• _Problem requirements_
Could you copy every line of the data that contains the word "rule"?

- - -

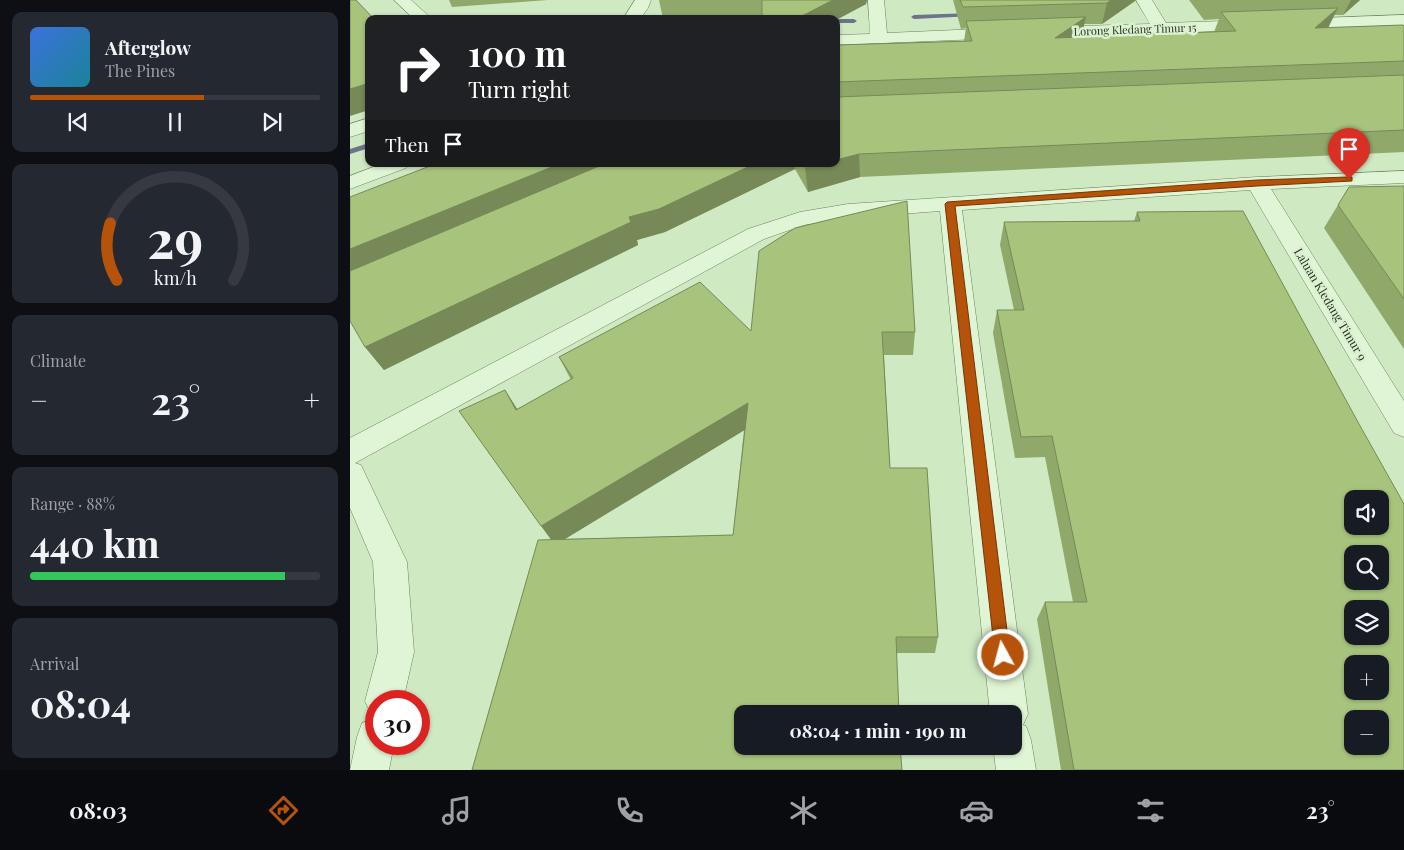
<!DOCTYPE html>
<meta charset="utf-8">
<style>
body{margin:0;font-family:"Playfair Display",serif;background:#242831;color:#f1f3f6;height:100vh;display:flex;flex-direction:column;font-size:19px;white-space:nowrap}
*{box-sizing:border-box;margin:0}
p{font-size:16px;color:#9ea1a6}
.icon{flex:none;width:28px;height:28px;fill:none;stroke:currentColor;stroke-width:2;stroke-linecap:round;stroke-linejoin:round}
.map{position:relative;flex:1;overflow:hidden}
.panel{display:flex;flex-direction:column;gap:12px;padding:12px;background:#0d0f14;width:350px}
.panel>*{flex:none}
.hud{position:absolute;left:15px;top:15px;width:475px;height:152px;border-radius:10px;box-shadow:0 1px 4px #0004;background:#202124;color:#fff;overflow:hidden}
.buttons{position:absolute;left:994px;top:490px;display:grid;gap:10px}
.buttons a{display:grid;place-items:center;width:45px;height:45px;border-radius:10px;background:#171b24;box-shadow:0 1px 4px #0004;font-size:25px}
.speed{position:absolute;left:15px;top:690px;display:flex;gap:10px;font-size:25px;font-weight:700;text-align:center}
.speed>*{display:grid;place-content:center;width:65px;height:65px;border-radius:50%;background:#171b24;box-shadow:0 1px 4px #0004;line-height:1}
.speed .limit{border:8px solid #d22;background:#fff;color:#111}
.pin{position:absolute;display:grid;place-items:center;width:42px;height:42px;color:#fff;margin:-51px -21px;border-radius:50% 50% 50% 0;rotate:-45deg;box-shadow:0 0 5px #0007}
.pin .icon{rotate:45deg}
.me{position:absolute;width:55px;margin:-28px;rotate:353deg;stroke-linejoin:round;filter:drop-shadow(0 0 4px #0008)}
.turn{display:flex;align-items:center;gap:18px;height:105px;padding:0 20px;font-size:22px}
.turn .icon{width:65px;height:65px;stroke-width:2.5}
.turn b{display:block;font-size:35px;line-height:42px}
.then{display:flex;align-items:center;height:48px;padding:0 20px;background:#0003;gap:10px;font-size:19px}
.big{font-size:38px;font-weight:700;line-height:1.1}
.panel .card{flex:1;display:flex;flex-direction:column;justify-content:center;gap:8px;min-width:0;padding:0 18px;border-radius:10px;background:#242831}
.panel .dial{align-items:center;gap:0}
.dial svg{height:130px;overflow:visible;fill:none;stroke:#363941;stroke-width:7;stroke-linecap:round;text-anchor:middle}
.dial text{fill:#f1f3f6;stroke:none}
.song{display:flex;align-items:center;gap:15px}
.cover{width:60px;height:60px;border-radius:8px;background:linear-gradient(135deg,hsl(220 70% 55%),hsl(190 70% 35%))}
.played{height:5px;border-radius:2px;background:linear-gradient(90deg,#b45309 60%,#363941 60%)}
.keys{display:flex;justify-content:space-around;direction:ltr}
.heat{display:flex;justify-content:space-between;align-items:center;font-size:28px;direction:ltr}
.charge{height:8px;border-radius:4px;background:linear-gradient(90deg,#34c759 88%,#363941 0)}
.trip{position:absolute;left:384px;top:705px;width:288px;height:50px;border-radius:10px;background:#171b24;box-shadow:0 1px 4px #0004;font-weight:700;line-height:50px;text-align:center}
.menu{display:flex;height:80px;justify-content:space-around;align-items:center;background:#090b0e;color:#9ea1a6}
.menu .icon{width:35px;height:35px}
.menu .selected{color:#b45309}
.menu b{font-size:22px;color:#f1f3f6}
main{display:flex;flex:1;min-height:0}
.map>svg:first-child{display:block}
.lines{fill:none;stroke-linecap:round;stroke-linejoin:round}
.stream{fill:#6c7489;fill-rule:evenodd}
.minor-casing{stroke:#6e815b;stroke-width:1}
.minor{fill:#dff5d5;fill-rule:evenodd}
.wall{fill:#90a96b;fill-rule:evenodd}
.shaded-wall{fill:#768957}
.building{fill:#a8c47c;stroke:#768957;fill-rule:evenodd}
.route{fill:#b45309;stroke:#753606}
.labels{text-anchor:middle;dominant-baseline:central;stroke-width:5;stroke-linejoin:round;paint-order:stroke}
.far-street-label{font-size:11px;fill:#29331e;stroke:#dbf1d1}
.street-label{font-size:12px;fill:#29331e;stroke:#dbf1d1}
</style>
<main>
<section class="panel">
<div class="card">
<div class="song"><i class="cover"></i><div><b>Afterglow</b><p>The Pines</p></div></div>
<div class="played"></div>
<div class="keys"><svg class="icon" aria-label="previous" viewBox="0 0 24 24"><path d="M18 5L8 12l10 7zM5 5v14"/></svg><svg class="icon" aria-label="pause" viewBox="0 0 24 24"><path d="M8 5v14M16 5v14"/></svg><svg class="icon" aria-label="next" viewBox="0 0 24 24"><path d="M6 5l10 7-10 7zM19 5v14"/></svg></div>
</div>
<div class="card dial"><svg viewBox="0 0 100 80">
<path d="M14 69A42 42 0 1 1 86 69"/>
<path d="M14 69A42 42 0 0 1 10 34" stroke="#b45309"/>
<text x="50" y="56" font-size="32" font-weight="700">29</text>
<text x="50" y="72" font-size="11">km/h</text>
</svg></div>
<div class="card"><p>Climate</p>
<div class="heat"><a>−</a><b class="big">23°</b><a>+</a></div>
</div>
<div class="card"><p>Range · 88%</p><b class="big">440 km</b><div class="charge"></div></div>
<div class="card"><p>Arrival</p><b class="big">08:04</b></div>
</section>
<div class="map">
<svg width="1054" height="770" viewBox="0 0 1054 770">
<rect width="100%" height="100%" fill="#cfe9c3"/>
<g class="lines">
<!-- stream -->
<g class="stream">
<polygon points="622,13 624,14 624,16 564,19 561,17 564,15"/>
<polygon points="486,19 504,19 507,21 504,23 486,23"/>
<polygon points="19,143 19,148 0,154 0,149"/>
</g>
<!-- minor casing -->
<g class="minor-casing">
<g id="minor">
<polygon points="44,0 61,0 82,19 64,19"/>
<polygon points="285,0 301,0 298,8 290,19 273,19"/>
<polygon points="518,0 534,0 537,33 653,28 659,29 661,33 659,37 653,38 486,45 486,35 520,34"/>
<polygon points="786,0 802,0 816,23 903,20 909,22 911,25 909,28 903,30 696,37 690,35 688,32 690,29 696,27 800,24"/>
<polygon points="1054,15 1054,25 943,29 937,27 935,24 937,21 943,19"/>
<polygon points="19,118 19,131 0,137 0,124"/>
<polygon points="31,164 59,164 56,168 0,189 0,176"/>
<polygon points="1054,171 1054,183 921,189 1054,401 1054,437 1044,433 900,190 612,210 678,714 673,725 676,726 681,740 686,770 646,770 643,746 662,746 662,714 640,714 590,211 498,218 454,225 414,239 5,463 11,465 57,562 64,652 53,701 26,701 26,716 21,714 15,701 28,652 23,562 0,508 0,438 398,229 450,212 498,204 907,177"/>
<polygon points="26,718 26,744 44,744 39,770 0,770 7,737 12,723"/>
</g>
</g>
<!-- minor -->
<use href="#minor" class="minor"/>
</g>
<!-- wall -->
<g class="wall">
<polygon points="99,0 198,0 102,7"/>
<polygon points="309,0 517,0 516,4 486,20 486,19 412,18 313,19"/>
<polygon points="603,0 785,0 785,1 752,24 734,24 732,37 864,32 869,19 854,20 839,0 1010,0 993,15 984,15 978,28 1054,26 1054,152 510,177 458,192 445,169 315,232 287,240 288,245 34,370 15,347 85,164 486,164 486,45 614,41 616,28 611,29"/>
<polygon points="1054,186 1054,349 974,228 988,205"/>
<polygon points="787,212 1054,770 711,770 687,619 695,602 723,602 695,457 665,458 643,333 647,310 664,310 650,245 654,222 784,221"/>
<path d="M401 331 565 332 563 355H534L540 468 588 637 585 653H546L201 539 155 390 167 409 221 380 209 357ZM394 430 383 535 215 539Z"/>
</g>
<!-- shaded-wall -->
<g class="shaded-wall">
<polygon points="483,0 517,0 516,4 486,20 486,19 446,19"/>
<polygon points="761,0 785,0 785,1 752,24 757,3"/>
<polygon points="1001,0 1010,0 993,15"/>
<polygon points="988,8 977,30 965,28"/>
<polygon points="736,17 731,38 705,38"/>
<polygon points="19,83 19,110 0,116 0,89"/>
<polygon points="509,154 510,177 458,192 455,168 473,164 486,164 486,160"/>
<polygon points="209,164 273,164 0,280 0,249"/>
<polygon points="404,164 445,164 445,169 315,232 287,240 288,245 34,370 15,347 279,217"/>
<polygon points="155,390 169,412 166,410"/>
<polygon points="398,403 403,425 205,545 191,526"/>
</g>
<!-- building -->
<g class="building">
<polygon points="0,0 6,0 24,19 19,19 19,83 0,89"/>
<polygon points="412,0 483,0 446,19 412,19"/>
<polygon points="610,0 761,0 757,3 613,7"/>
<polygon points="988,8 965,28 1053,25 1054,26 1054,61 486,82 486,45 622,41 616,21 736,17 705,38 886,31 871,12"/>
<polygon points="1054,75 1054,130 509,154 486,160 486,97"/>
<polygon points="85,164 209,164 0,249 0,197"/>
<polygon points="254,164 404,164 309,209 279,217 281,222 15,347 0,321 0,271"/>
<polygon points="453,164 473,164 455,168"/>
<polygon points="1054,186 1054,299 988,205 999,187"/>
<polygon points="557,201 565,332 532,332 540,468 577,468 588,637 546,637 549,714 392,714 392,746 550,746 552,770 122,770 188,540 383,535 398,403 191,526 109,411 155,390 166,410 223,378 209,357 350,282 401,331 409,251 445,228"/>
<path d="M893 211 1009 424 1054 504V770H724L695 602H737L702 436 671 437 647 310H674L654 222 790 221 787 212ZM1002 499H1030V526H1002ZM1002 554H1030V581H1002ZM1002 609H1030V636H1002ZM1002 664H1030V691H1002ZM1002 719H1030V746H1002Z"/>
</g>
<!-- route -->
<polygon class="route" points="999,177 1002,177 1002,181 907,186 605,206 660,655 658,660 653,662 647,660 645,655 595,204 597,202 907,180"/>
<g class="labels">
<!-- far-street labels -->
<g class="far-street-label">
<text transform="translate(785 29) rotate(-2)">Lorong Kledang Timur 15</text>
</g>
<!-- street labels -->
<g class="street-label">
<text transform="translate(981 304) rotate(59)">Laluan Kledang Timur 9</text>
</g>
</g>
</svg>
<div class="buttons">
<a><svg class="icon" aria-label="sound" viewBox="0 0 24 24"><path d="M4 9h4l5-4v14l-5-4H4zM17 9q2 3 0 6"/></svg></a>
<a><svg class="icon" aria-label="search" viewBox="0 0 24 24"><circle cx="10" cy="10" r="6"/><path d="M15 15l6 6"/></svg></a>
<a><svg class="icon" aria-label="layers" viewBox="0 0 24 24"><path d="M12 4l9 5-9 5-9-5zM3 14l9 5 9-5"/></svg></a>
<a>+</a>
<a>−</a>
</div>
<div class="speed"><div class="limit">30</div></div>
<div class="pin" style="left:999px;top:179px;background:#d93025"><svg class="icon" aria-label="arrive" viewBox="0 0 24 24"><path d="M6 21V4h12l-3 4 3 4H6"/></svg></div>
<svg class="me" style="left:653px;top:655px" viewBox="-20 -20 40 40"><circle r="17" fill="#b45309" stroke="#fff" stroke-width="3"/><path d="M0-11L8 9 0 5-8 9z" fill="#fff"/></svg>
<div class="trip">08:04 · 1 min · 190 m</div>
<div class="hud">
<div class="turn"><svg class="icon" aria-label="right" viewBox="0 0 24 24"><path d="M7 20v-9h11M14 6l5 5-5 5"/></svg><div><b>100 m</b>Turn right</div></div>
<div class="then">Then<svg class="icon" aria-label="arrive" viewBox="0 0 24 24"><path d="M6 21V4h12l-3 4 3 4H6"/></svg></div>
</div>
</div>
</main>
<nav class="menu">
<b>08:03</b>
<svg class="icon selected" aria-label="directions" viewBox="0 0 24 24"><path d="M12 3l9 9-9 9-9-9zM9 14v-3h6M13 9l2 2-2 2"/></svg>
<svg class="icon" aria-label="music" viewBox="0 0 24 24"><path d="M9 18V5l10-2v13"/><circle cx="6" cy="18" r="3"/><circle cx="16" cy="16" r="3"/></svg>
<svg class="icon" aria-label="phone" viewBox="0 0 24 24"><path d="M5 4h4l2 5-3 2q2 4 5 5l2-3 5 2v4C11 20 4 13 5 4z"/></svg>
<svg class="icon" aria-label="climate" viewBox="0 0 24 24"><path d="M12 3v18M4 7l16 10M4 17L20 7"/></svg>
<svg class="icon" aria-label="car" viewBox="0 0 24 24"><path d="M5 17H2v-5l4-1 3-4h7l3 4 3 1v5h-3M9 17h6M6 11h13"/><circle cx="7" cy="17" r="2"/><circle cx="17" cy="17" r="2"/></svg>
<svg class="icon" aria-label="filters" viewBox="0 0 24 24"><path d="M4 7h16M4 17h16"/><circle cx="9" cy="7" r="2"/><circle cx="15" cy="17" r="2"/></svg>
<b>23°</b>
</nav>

- - -

• _Problem solution_
.stream{fill:#6c7489;fill-rule:evenodd}
.minor{fill:#dff5d5;fill-rule:evenodd}
.wall{fill:#90a96b;fill-rule:evenodd}
.building{fill:#a8c47c;stroke:#768957;fill-rule:evenodd}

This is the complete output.